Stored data
*** Begin section ***

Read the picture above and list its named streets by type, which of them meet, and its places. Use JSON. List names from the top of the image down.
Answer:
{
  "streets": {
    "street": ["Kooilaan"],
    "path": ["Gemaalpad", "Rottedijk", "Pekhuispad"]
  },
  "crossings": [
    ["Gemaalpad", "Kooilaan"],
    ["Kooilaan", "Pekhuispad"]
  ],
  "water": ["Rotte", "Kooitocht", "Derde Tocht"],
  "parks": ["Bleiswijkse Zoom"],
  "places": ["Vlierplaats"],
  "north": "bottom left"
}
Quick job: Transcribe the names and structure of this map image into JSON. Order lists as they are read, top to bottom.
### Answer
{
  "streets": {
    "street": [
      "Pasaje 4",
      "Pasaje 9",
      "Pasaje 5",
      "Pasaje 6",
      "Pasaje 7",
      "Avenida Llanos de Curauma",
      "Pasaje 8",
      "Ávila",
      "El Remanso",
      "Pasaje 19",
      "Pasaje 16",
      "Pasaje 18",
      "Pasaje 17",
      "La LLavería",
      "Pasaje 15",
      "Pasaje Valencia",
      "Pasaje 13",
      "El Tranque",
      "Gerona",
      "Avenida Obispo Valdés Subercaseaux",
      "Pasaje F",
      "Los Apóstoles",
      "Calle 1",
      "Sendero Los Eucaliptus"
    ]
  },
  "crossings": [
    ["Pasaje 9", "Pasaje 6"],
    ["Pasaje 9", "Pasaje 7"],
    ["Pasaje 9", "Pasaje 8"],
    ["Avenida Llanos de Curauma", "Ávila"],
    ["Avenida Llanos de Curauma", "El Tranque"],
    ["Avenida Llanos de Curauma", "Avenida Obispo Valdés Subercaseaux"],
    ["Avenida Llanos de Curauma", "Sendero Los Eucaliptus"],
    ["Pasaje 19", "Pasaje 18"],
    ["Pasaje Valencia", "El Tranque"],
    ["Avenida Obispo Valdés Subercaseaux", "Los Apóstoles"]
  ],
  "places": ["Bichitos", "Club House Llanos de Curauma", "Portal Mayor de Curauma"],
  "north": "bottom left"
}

*** End section ***

**ABOUT THIS EXERCISE:** Copy out each line of the records where the string "names" appears.

**COMPLETED EXERCISE:**
Read the picture above and list its named streets by type, which of them meet, and its places. Use JSON. List names from the top of the image down.
Quick job: Transcribe the names and structure of this map image into JSON. Order lists as they are read, top to bottom.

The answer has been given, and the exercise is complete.